Ultimately I failed to recover most of the censored text (except “to”), so I had to cheat a little. The following video is the program running on a very similar image I created. This proves it works in ideal conditions, but needs some improvement to work in less than ideal cases.

(and no, as far as I know my friend’s project has nothing to do with eating monkeys)

Applying a filter like Photoshop’s “mosaic” filter obscures the original data, but doesn’t remove it entirely. If we can reconstruct an image with *known* text that looks very similar to original image, then we can be pretty sure the original text is the same as our known text. This is very similar in principle to brute-force cracking a password hash. For a more detailed explanation see this article.

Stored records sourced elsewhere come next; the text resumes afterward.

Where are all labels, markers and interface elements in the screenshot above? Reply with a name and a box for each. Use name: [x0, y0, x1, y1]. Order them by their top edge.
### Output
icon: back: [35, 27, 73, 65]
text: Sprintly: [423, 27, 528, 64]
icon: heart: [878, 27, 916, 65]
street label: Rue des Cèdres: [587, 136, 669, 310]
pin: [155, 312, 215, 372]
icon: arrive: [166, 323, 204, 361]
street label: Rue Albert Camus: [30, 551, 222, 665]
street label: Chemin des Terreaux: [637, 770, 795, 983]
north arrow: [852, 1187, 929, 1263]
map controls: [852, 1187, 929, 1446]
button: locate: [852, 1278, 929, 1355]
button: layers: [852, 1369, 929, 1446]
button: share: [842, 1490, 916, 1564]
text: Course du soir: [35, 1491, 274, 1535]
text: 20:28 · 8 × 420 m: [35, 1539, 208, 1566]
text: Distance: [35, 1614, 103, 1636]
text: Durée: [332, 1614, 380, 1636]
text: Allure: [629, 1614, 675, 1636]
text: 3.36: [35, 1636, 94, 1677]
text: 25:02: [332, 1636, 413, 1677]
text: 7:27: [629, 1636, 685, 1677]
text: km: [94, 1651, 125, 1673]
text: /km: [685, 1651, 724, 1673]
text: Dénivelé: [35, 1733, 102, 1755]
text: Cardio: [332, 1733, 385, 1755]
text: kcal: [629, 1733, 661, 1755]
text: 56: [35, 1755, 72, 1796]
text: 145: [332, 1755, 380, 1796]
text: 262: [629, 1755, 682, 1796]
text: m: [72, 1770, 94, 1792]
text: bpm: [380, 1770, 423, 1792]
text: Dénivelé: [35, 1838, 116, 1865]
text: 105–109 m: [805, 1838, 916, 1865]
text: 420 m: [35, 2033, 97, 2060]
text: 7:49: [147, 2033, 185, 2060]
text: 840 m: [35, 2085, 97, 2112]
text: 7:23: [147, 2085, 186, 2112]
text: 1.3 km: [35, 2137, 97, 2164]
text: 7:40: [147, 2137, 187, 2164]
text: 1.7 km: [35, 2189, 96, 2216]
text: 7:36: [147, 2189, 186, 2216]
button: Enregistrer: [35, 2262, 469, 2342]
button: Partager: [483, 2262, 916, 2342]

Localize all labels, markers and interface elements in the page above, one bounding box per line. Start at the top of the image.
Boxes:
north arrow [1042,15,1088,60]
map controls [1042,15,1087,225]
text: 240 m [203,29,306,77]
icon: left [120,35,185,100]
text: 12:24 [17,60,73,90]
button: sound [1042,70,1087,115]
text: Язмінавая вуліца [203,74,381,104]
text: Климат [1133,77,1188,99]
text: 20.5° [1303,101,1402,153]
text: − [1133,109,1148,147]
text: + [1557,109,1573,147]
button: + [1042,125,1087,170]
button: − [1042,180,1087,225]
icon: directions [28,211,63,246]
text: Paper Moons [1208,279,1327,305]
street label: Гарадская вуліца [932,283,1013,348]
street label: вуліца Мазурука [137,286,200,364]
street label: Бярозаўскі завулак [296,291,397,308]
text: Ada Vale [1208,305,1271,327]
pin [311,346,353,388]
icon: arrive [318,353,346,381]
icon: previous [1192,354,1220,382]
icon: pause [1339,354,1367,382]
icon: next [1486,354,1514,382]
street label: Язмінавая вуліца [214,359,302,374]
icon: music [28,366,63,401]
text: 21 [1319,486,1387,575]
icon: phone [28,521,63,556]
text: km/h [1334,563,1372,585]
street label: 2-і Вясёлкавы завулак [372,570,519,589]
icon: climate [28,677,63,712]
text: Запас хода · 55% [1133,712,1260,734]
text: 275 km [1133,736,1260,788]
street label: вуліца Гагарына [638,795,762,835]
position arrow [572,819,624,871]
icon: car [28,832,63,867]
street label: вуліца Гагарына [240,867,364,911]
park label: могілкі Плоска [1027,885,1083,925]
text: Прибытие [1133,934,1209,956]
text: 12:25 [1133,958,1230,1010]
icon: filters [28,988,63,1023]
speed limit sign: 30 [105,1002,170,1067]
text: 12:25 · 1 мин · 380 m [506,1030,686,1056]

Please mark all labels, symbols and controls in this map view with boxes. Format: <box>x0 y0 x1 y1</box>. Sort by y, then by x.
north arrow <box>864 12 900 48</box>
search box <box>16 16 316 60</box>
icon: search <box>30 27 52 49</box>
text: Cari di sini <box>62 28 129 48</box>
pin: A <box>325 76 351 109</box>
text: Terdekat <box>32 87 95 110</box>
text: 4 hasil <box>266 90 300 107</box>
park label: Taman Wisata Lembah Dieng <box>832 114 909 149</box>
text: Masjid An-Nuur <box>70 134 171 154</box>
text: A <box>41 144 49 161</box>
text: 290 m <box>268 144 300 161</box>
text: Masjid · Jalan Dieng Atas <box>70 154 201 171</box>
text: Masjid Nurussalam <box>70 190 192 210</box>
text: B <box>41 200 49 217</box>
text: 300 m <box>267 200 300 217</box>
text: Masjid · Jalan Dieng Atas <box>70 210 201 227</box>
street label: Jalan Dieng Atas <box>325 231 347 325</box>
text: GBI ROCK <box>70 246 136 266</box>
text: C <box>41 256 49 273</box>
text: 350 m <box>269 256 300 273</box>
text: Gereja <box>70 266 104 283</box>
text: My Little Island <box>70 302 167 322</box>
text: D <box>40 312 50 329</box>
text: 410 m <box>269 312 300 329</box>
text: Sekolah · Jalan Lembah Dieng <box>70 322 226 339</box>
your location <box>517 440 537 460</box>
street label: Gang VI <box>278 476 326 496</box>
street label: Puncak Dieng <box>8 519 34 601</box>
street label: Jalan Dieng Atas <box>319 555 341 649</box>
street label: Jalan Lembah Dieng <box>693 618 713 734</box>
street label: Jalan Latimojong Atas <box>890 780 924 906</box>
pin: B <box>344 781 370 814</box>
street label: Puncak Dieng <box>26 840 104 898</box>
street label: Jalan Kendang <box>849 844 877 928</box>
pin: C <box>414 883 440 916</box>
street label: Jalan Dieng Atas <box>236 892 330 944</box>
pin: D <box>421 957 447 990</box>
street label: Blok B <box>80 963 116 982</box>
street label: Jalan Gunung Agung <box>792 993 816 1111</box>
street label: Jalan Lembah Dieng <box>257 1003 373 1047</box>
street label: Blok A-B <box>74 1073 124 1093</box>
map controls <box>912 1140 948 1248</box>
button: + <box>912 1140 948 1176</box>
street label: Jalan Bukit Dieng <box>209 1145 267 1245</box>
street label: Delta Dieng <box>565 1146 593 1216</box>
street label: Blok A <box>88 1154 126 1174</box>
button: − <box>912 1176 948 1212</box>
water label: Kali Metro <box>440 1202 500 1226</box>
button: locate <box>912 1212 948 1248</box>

Photoshop was an obvious choice since I needed to recreate the exact same fancy styling as the original image, then apply the exact same mosaic filter. I figured I would have to write a script that tells Photoshop to generate images, then use an external tool to actually compare them to the original.

It turns out that Photoshop CS3 has all the features necessary to pull the whole thing off without any other programs or tools. The most important feature is the JavaScript scripting environment built into Photoshop, which is far more powerful than the AppleScript environment (and a *much* nicer language, in my opinion).

CS3 added two other features that are critical to this task: Smart Filters, and Measurements. Smart Filters lets you edit a layer (namely the text with effects applied) *after* you apply a filter that would have previously require rasterization. This lets us apply the censoring filter to our styled text, and later change the text without having to manually reapply the filter. The “measurements” feature lets you record various statistics about an image or portion of an image: in our case we’ll want the “average gray value” of the “difference” between the original and generated images.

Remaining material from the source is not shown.